Ding ding ding. Testcontainers is a fanatstic way to write the most important tests (arguably) for your app. Don't test E2E with a mock, just use a real database.
If that feels hard to you (to set up your app pointing to another DB, run a single E2E-testable part of your app with it's own DB connection, etc), fix that.
If you feel you need E2E tests, that means that you have implementation details leaking across different areas of your application. That's what you really need to fix. Bandaids may be found useful, but even better is not cut yourself in the first place.
Normally you would write tests at the user boundaries (like a set of APIs) for the purposes of documenting the behavioural intent for the user as to not leave unspecified behaviour. While you could theoretically do that in Word instead, testing, as we call it, offers a couple of advantages:
1. It is written in code, which is what coders want to read.

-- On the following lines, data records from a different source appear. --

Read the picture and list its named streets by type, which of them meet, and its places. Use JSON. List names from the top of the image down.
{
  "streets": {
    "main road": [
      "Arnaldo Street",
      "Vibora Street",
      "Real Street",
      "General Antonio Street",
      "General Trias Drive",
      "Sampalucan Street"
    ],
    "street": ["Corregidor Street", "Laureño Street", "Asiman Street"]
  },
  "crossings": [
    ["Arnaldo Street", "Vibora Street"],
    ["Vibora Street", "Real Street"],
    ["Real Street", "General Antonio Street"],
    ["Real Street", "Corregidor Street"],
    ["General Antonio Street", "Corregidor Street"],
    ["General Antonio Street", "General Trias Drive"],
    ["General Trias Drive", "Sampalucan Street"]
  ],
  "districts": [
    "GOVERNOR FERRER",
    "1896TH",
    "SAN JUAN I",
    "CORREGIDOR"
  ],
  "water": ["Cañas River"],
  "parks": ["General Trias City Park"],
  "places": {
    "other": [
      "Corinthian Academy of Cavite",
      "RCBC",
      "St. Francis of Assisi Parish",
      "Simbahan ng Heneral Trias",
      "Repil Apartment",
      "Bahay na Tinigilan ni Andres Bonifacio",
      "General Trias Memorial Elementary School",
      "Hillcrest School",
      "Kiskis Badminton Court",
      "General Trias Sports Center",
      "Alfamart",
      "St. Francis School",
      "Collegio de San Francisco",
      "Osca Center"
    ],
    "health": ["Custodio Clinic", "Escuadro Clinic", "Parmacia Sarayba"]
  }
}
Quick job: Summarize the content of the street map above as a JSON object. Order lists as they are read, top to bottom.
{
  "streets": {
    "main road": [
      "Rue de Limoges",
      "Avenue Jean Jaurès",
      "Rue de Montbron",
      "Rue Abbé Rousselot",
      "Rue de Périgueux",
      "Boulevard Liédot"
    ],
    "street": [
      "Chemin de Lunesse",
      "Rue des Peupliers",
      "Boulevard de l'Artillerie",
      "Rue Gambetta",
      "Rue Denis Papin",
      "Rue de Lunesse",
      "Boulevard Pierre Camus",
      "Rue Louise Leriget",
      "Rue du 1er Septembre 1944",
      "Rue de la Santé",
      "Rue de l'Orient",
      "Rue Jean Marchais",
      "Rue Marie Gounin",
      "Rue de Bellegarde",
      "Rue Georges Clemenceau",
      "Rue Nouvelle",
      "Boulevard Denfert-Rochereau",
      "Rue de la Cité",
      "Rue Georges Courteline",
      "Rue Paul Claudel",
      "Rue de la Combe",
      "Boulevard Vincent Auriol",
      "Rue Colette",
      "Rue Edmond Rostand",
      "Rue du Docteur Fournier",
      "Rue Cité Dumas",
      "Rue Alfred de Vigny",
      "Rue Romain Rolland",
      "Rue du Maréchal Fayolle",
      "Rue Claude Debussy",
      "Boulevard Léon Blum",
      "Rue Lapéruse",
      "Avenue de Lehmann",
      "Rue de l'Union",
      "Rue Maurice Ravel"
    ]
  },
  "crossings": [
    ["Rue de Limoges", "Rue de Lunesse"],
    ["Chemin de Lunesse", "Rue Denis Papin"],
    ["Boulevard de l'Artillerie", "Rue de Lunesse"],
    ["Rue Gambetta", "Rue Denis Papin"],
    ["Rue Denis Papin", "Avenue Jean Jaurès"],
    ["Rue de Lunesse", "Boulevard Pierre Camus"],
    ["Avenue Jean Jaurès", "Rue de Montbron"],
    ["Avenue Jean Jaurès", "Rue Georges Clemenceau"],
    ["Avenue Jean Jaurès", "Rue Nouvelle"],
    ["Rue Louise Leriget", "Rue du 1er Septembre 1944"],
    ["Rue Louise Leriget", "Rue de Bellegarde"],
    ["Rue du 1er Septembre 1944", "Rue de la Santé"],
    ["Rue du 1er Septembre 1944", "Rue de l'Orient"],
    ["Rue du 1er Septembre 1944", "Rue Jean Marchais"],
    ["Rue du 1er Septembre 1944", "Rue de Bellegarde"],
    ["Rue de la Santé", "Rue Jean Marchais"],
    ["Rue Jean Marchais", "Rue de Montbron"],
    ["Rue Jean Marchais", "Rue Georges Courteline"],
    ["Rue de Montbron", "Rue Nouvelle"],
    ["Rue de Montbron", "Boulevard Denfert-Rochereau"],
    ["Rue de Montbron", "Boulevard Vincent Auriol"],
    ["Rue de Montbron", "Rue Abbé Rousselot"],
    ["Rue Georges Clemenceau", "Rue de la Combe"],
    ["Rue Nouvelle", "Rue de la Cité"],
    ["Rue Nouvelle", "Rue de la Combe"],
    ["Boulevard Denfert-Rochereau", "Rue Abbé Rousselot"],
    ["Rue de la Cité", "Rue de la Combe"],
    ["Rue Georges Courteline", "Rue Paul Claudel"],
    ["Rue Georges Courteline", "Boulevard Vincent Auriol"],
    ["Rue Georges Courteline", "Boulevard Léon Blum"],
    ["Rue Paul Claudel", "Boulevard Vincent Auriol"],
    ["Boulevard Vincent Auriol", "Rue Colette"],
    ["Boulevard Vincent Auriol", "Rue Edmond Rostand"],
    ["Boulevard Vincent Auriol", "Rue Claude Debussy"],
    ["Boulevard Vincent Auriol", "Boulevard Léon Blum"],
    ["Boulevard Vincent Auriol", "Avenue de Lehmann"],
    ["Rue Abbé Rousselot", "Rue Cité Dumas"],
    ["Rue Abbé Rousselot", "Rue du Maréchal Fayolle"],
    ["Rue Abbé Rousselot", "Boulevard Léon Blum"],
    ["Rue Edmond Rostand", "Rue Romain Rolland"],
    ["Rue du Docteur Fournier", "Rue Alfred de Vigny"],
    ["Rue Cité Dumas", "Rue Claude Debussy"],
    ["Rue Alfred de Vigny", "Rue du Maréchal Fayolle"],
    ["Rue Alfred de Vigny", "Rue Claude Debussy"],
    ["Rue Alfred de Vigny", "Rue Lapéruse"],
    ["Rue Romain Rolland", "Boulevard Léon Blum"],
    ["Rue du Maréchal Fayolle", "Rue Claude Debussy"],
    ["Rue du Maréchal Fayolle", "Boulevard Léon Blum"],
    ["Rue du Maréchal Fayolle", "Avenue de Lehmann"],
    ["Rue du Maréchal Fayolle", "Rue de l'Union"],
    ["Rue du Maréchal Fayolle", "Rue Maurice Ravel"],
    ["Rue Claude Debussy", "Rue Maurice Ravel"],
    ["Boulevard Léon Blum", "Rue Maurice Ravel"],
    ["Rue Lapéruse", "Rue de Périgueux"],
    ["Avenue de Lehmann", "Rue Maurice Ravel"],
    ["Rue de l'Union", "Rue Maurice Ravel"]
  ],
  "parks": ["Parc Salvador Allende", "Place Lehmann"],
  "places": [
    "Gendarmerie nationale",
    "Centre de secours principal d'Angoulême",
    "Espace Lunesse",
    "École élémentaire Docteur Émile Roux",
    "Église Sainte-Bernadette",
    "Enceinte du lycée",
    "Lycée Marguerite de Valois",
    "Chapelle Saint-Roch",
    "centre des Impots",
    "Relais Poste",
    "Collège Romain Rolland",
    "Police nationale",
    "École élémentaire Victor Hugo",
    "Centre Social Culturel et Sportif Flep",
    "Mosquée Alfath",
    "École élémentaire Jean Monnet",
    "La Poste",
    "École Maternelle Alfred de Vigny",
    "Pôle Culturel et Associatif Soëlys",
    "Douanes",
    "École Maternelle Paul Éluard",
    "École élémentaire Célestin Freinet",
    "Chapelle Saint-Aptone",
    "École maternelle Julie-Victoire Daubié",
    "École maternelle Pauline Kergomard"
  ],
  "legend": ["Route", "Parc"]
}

There is nothing worse than having to read documentation in English (or insert your natural language of choice).
2. It is able to automatically prove that what is documented is true. Programmers tend to have a penchant for lying if you let them, so this is a surprisingly big advantage.
You might not need them per se, but unless you are trying to be an asshole, it is socially expected that you will be kind to your users by filling them in on important details; to not leave them guessing.
Now, if your application only has one user boundary (a.k.a. spaghetti code) then any tests you have will technically end up being E2E tests by there being only one end (although calling that E2E would be rather silly), that is true, but if that's what your code looks like then you're going to have trouble connecting to a test database anyway, and per the earlier comment you need to fix that for the sake of E2E tests. But if you reach that point, you may as well go all the way and fix it properly.
The last GH Actions jobs with SQLite and Python 3.9 took 3m 41s, and the same tests with Postgres took 4m 11s. Running a single test locally in PyCharm also executes in less than 1 second. You notice some bootstrap happening, but once the container image is downloaded locally, it's really quite fast.
yeah, w/o py-pglite attempt this should be the only approach, the pglite ideally could make it more flexibly/lightweight in unittest cases, but as you mentioned it's never felt slow, it should be fine to working on it.
And actually, more e2e cases I think it's way better to not use the lite backend.
the non-container solutions would do more like the lifecycle mgmt/isolated env prep/tear-down with elegantly designed abstractions. While I think similar abstractions could be done on top of containers.
Maybe we ideally could have unified abstractions on both container-based, wasm evantually to boost dx yet with different expectation of speed vs compatibility.
It's remarkably easy to integrate. We have a tests/db module with a single conftest.py file that does everything. Every test suite run spins up a fresh container (no state), runs all migrations against it to prepare it for duty, and then the test suite continues. You could do this on a per-test basis for ultra isolation, but this works for us. That change would simply be to modify the `scope` value.
Also a convenient `conn` fixture at the end which allows any test in the module to get a new db connection.
This is an example of a unit test of an API route on a fully isolated WASM backed Postgres - very few lines of code, and all your API unit tests can run fully in parallel without any shared state: https://github.com/ben-pr-p/bprp-react-router-starter/blob/m...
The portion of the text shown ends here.